If it tasted half as good as it looks it had to be one awesome meal


----------



## JimCook (Jan 25, 2010)

Joan, 


This was standard Barilla dried pasta, actually. The Giovanni Rana pasta (hands down the best filled pasta that I have _ever_ tasted) has been gone for a couple of months. As I have to order it by the case, I need to make sure there's enough fridge space before I order it. I have learned that most Bolognese sauces are actually served with flat noodles to best cary the ragu. However, I did not have this shape of noodles, nor do I prefer them and the Italian judges were out so I took a chance. 


Appleman - as the reigning 'cook' in the household, my beautiful bride is quite happy that I can cook well.

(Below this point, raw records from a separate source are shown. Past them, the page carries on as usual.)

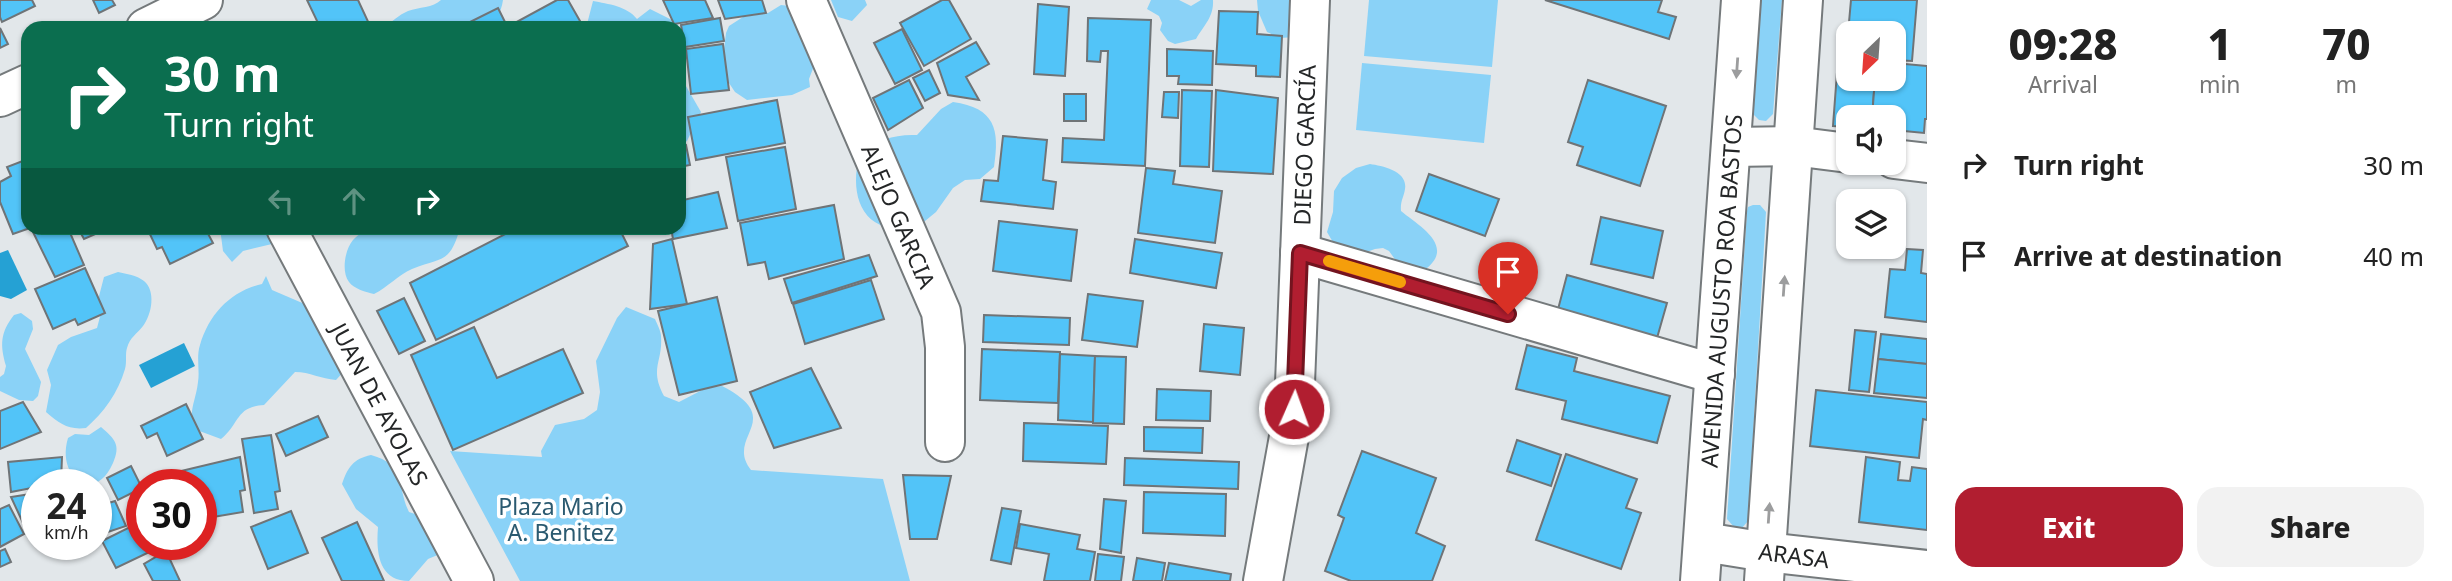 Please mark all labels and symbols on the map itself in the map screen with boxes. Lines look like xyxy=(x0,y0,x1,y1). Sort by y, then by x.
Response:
north arrow xyxy=(1836,21,1906,91)
one-way arrow xyxy=(1731,57,1742,79)
street label: DIEGO GARCÍA xyxy=(1285,64,1323,226)
street label: AVENIDA AUGUSTO ROA BASTOS xyxy=(1693,113,1749,469)
street label: ALEJO GARCIA xyxy=(854,139,944,293)
pin xyxy=(1478,242,1538,314)
one-way arrow xyxy=(1779,275,1790,297)
street label: JUAN DE AYOLAS xyxy=(323,315,436,491)
position arrow xyxy=(1257,372,1331,446)
speed limit sign: 30 xyxy=(126,469,217,560)
park label: Plaza Mario A. Benitez xyxy=(498,490,624,548)
one-way arrow xyxy=(1764,502,1775,524)
street label: ARASA xyxy=(1757,535,1831,575)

Our arrangement works very well - I cook and she cleans. It's a drag if you have to do both, although I clean as I go so it doesn't look like a volcano went off during dinner prep. 


- Jim


----------



## uavwmn (Jan 26, 2010)

Jim, looks like an awesome dinner. I am sure a good time was had by all.


----------



## JimCook (Feb 9, 2010)

I noticed I did not post the recipe for the stuffed chicken breasts. Here it is. I've made many varieties based on this, although I can say that the marinating of the chicken breasts listed in the online recipe I have found to be optional. I normally use a spice blend over the chicken before baking similar to a Moroccan style mix (ground pepper, cumin, chili powder, cinnamon, paprika, garlic powder mixed in olive oil and hand spread over the breasts) and forget the marinade. 
- Jim


----------